United States District Court, Eastern District of California
Nov 18, 2022
1:20-cv-00940-HBK (E.D. Cal. Nov. 18, 2022)

Opinion

1:20-cv-00940-HBK

11-18-2022

JAMES TOMPSON RIGGS, Plaintiff, v. COMMISSIONER OF SOCIAL SECURITY, Defendant.


ORDER OF DISMISSAL WITHOUT PREJUDICE

The parties consented to the jurisdiction of the assigned United States magistrate judge. (Doc. No. 6).

HELENA M. BARCH-KUCHTA UNITED STATES MAGISTRATE JUDGE

This matter comes before the Court upon review of Plaintiff's Response to the Court's Order to Show Cause filed August 31, 2022. (Doc. No. 21). As more fully set forth below, the Court dismisses this case without prejudice.

I. FACTS AND BACKGROUND

James Tompson Riggs initiated this action by filing a pro se social security complaint on July 7, 2020. (Doc. No. 1). Plaintiff accompanied his complaint with a motion to proceed in forma pauperis. (Doc. No. 2). The Court granted Plaintiffs motion to proceed in forma pauperis and a scheduling order issued on July 9, 2020. (Doc. Nos. 3, 5). On January 14, 2021, the Court entered an order directing Plaintiff to show cause why the action should not be dismissed due to Plaintiff's failure to provide the necessary forms for service of process on the Commissioner and/or to provide proof of service on the Commissioner. (Doc.

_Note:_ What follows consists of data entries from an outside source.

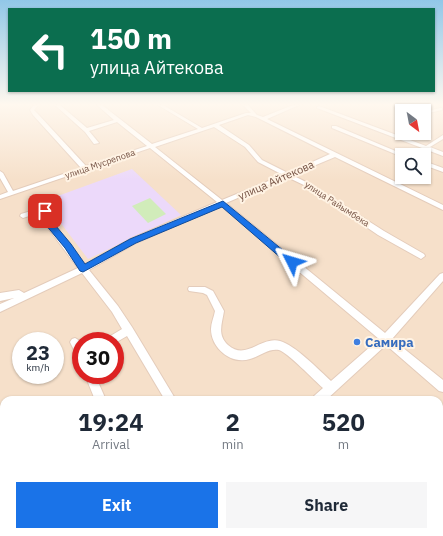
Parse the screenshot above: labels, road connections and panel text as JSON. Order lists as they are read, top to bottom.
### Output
{
  "streets": {
    "street": ["улица Мусрепова", "улица Айтекова", "улица Райымбека"]
  },
  "crossings": [
    ["улица Айтекова", "улица Райымбека"]
  ],
  "places": ["Самира"],
  "north": "bottom right",
  "page": {
    "turn": ["150 m", "улица Айтекова"],
    "speed": "23 km/h",
    "limit": "30",
    "eta": [
      "19:24",
      "Arrival",
      "2",
      "min",
      "520",
      "m"
    ],
    "buttons": ["Exit", "Share"]
  }
}
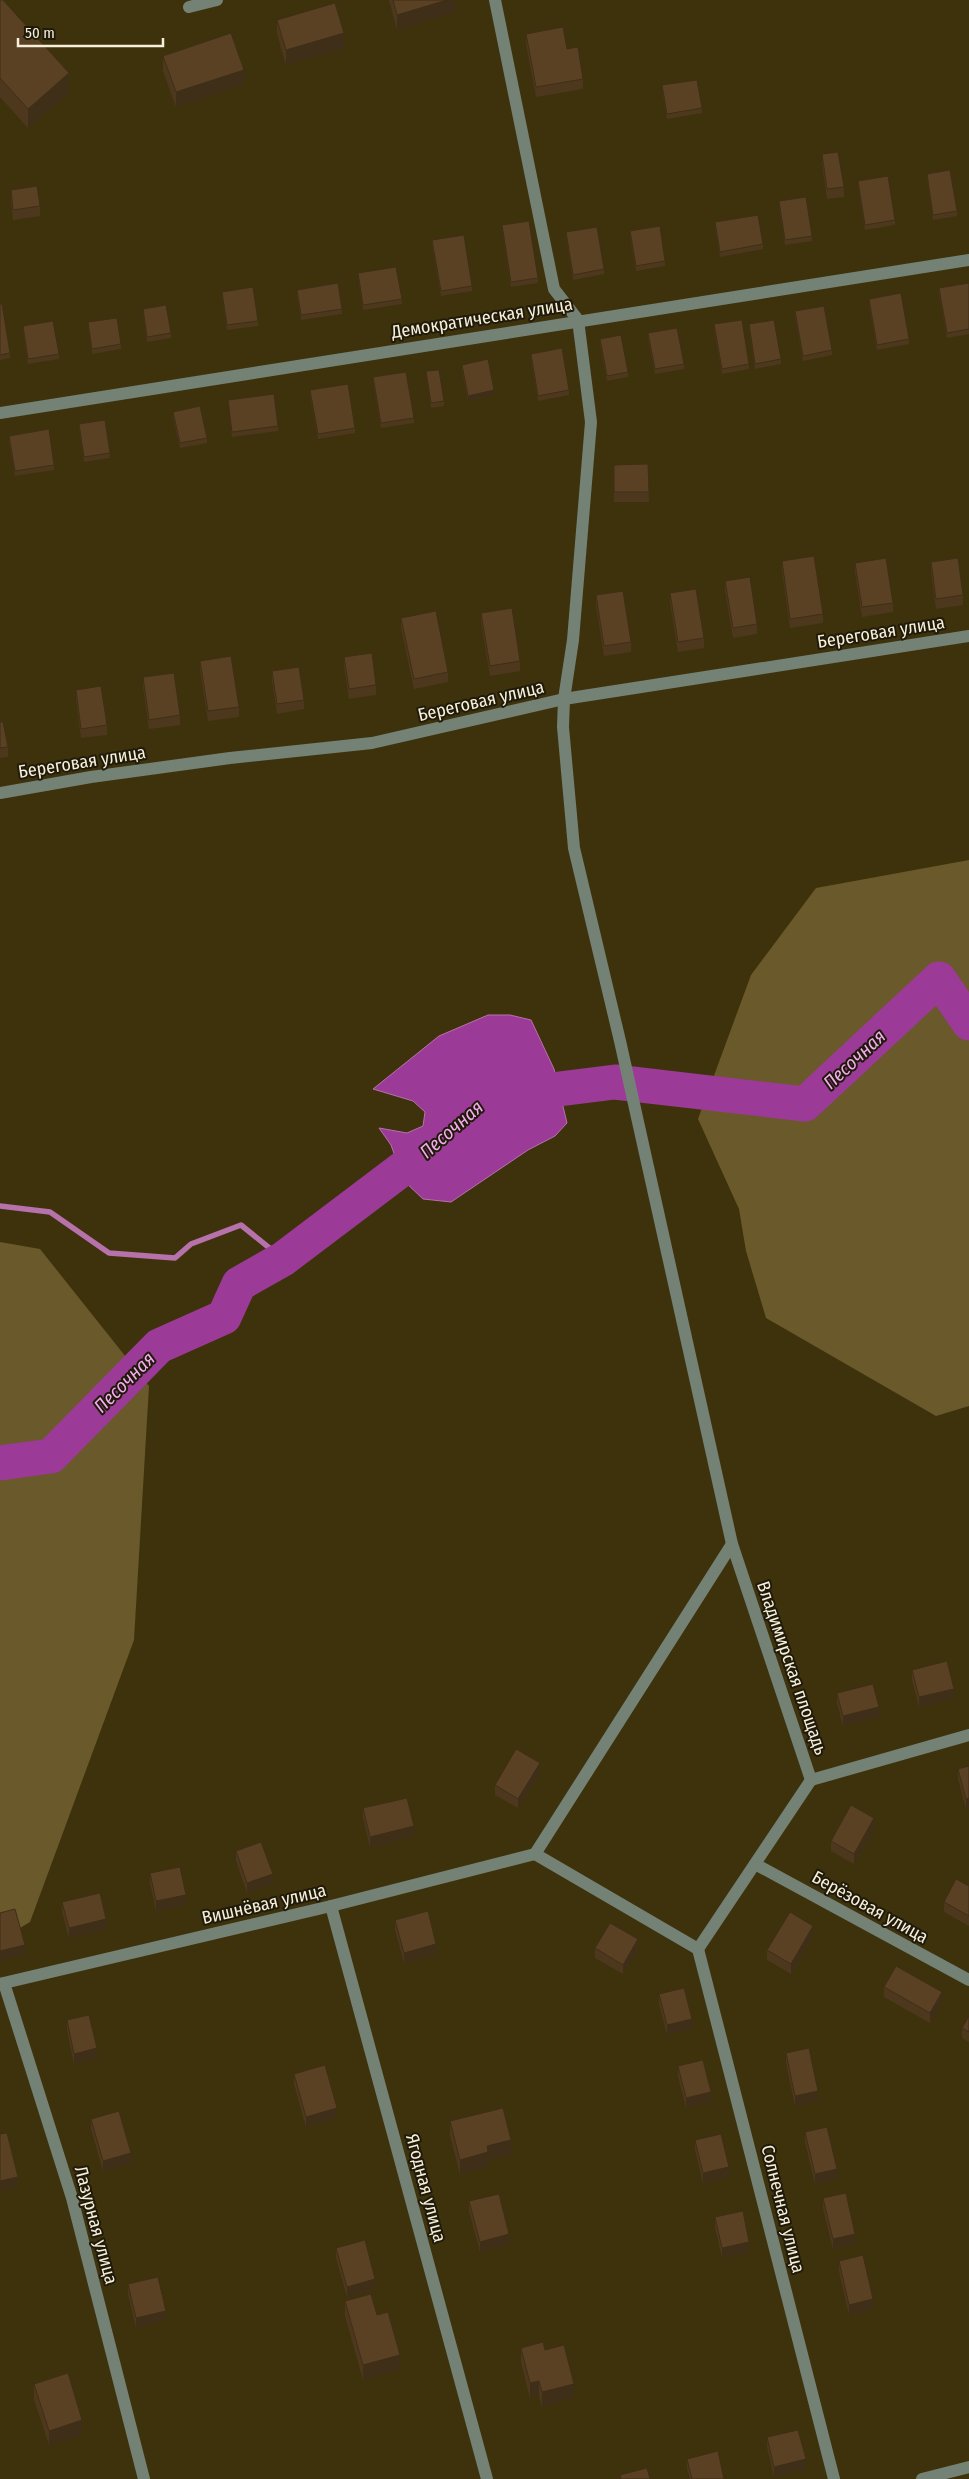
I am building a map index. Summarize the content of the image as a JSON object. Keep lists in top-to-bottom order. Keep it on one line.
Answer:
{"streets":{"street":["Демократическая улица","Береговая улица","Владимирская площадь","Вишнёвая улица","Берёзовая улица","Ягодная улица","Солнечная улица","Лазурная улица"]},"crossings":[["Демократическая улица","Владимирская площадь"],["Береговая улица","Владимирская площадь"],["Владимирская площадь","Берёзовая улица"],["Владимирская площадь","Солнечная улица"],["Вишнёвая улица","Ягодная улица"],["Вишнёвая улица","Лазурная улица"]],"water":["Песочная"],"scale_bar":"50 m"}
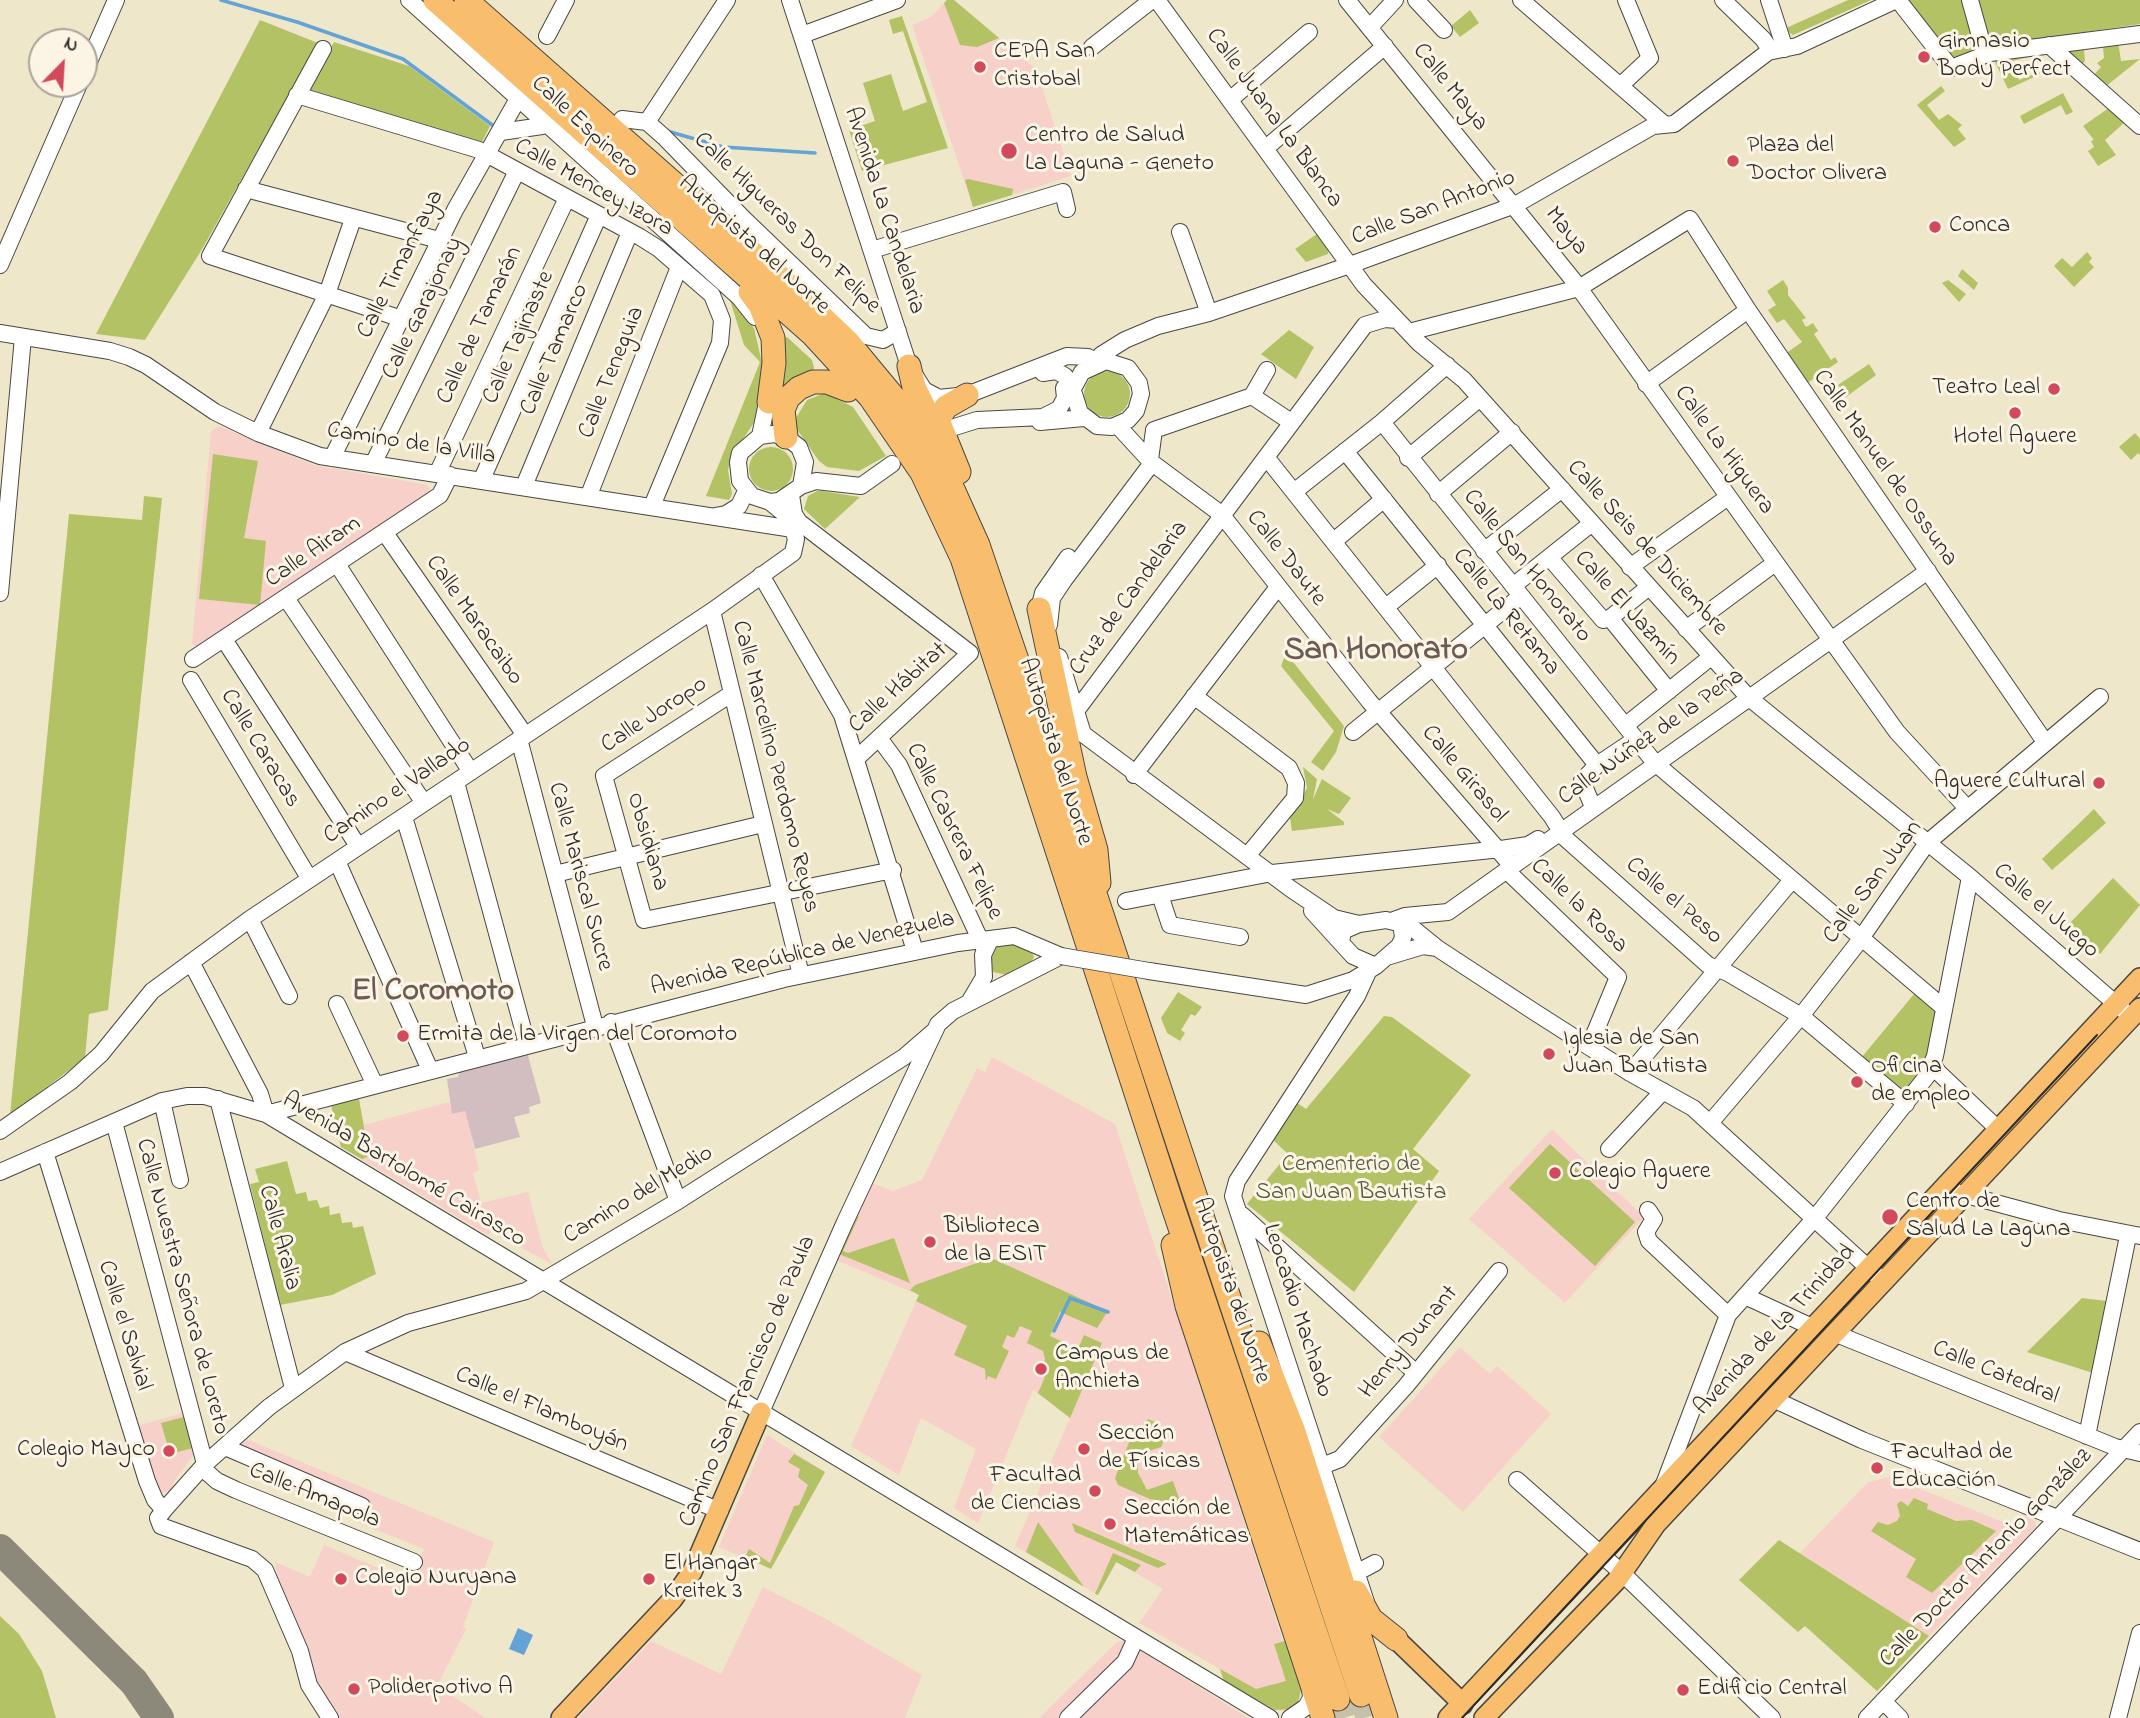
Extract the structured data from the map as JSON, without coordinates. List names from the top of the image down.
{
  "streets": {
    "highway": ["Autopista del Norte"],
    "main road": ["Avenida de La Trinidad", "Camino San Francisco de Paula"],
    "street": [
      "Calle Maya",
      "Calle Juana La Blanca",
      "Calle Espinero",
      "Calle Mencey Izora",
      "Calle San Antonio",
      "Avenida La Candelaria",
      "Calle Higueras Don Felipe",
      "Maya",
      "Calle Timanfaya",
      "Calle Garajonay",
      "Calle de Tamarán",
      "Calle Tajinaste",
      "Calle Tamarco",
      "Calle Teneguia",
      "Camino de la Villa",
      "Calle La Higuera",
      "Calle Manuel de Ossuna",
      "Calle Seis de Diciembre",
      "Calle Airam",
      "Calle Daute",
      "Calle San Honorato",
      "Cruz de Candelaria",
      "Calle El Jazmín",
      "Calle La Retama",
      "Calle Maracaibo",
      "Calle Hábitat",
      "Calle Joropo",
      "Calle Núñez de la Peña",
      "Calle Caracas",
      "Calle Marcelino Perdomo Reyes",
      "Calle Girasol",
      "Camino el Vallado",
      "Calle Cabrera Felipe",
      "Obsidiana",
      "Calle Mariscal Sucre",
      "Calle San Juan",
      "Calle el Peso",
      "Calle la Rosa",
      "Calle el Juego",
      "Avenida República de Venezuela",
      "Avenida Bartolomé Cairasco",
      "Camino del Medio",
      "Calle Aralia",
      "Calle Nuestra Señora de Loreto",
      "Leocadio Machado",
      "Calle el Salvial",
      "Henry Dunant",
      "Calle Catedral",
      "Calle el Flamboyán",
      "Calle Amapola",
      "Calle Doctor Antonio González"
    ]
  },
  "crossings": [
    ["Calle Maya", "Calle San Antonio"],
    ["Calle Maya", "Maya"],
    ["Calle Juana La Blanca", "Calle San Antonio"],
    ["Calle Juana La Blanca", "Calle Seis de Diciembre"],
    ["Calle Espinero", "Calle Timanfaya"],
    ["Calle Espinero", "Calle Hábitat"],
    ["Calle Mencey Izora", "Calle Timanfaya"],
    ["Calle Mencey Izora", "Calle Garajonay"],
    ["Calle Mencey Izora", "Calle de Tamarán"],
    ["Calle Mencey Izora", "Calle Tajinaste"],
    ["Calle Mencey Izora", "Calle Tamarco"],
    ["Calle Mencey Izora", "Calle Teneguia"],
    ["Calle Mencey Izora", "Camino de la Villa"],
    ["Calle San Antonio", "Avenida La Candelaria"],
    ["Calle San Antonio", "Maya"],
    ["Calle San Antonio", "Calle Seis de Diciembre"],
    ["Calle San Antonio", "Calle Daute"],
    ["Avenida La Candelaria", "Calle Higueras Don Felipe"],
    ["Maya", "Calle La Higuera"],
    ["Maya", "Cruz de Candelaria"],
    ["Calle Timanfaya", "Camino de la Villa"],
    ["Calle Garajonay", "Camino de la Villa"],
    ["Calle de Tamarán", "Camino de la Villa"],
    ["Calle de Tamarán", "Calle Airam"],
    ["Calle Tajinaste", "Camino de la Villa"],
    ["Calle Tamarco", "Camino de la Villa"],
    ["Calle Teneguia", "Camino de la Villa"],
    ["Camino de la Villa", "Calle Airam"],
    ["Camino de la Villa", "Camino el Vallado"],
    ["Calle La Higuera", "Cruz de Candelaria"],
    ["Calle La Higuera", "Calle Núñez de la Peña"],
    ["Calle La Higuera", "Calle San Juan"],
    ["Calle Manuel de Ossuna", "Cruz de Candelaria"],
    ["Calle Manuel de Ossuna", "Calle Núñez de la Peña"],
    ["Calle Manuel de Ossuna", "Calle San Juan"],
    ["Calle Seis de Diciembre", "Cruz de Candelaria"],
    ["Calle Seis de Diciembre", "Calle Núñez de la Peña"],
    ["Calle Seis de Diciembre", "Calle San Juan"],
    ["Calle Seis de Diciembre", "Calle el Juego"],
    ["Calle Airam", "Calle Maracaibo"],
    ["Calle Daute", "Cruz de Candelaria"],
    ["Calle Daute", "Calle Girasol"],
    ["Calle San Honorato", "Calle Núñez de la Peña"],
    ["Calle San Honorato", "Calle San Juan"],
    ["Cruz de Candelaria", "Calle el Peso"],
    ["Calle Maracaibo", "Camino el Vallado"],
    ["Calle Maracaibo", "Calle Mariscal Sucre"],
    ["Calle Hábitat", "Calle Cabrera Felipe"],
    ["Calle Joropo", "Calle Marcelino Perdomo Reyes"],
    ["Calle Joropo", "Obsidiana"],
    ["Calle Núñez de la Peña", "Calle Girasol"],
    ["Calle Núñez de la Peña", "Calle el Peso"],
    ["Calle Núñez de la Peña", "Calle la Rosa"],
    ["Calle Núñez de la Peña", "Leocadio Machado"],
    ["Calle Caracas", "Camino el Vallado"],
    ["Calle Marcelino Perdomo Reyes", "Camino el Vallado"],
    ["Calle Marcelino Perdomo Reyes", "Obsidiana"],
    ["Calle Marcelino Perdomo Reyes", "Avenida República de Venezuela"],
    ["Calle Girasol", "Calle la Rosa"],
    ["Camino el Vallado", "Calle Mariscal Sucre"],
    ["Calle Cabrera Felipe", "Avenida República de Venezuela"],
    ["Calle Mariscal Sucre", "Avenida República de Venezuela"],
    ["Calle Mariscal Sucre", "Camino del Medio"],
    ["Calle San Juan", "Calle el Peso"],
    ["Calle San Juan", "Calle el Juego"],
    ["Calle el Juego", "Avenida de La Trinidad"],
    ["Avenida República de Venezuela", "Avenida Bartolomé Cairasco"],
    ["Avenida República de Venezuela", "Leocadio Machado"],
    ["Avenida Bartolomé Cairasco", "Camino del Medio"],
    ["Avenida Bartolomé Cairasco", "Calle Aralia"],
    ["Avenida Bartolomé Cairasco", "Calle Nuestra Señora de Loreto"],
    ["Avenida Bartolomé Cairasco", "Calle el Salvial"],
    ["Avenida Bartolomé Cairasco", "Camino San Francisco de Paula"],
    ["Camino del Medio", "Calle Aralia"],
    ["Camino del Medio", "Calle Nuestra Señora de Loreto"],
    ["Camino del Medio", "Calle el Salvial"],
    ["Camino del Medio", "Camino San Francisco de Paula"],
    ["Camino del Medio", "Calle el Flamboyán"],
    ["Camino del Medio", "Calle Amapola"],
    ["Calle Nuestra Señora de Loreto", "Calle Amapola"],
    ["Leocadio Machado", "Henry Dunant"],
    ["Avenida de La Trinidad", "Calle Catedral"],
    ["Calle Catedral", "Calle Doctor Antonio González"],
    ["Camino San Francisco de Paula", "Calle el Flamboyán"]
  ],
  "districts": ["San Honorato", "El Coromoto"],
  "parks": ["Cementerio de San Juan Bautista"],
  "places": [
    "Gimnasio Body Perfect",
    "CEPA San Cristobal",
    "Centro de Salud La Laguna - Geneto",
    "Plaza del Doctor Olivera",
    "Conca",
    "Teatro Leal",
    "Hotel Aguere",
    "Aguere Cultural",
    "Ermita de la Virgen del Coromoto",
    "Iglesia de San Juan Bautista",
    "Oficina de empleo",
    "Colegio Aguere",
    "Centro de Salud La Laguna",
    "Biblioteca de la ESIT",
    "Campus de Anchieta",
    "Sección de Físicas",
    "Colegio Mayco",
    "Facultad de Educación",
    "Facultad de Ciencias",
    "Sección de Matemáticas",
    "Colegio Nuryana",
    "El Hangar Kreitek 3",
    "Poliderpotivo A",
    "Edificio Central"
  ],
  "north": "top right"
}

No. 7). Plaintiff filed a response to the Show Cause Order, explaining his confusion and requesting a limited extension of time to serve the Commissioner. (See generally Doc. No. 8). The Court granted Plaintiff a limited extension of time and Plaintiff timely completed the forms for service on the Commissioner. (Doc. Nos. 9-11). This matter thereafter was stayed pursuant to General Order 615. (Doc. No. 12).

On March 31, 2022, the Court lifted the stay, directed the Commissioner to file the certified administrative record (“CAR”) and issued an amended scheduling order. (Doc. No. 15). On April 25, 2022, the Commissioner lodged the CAR, triggering certain deadlines, including a 45-day deadline by which Plaintiff was to file a motion for summary judgment. (Doc. No. 16). Plaintiff did not timely do so, or otherwise respond. (See docket).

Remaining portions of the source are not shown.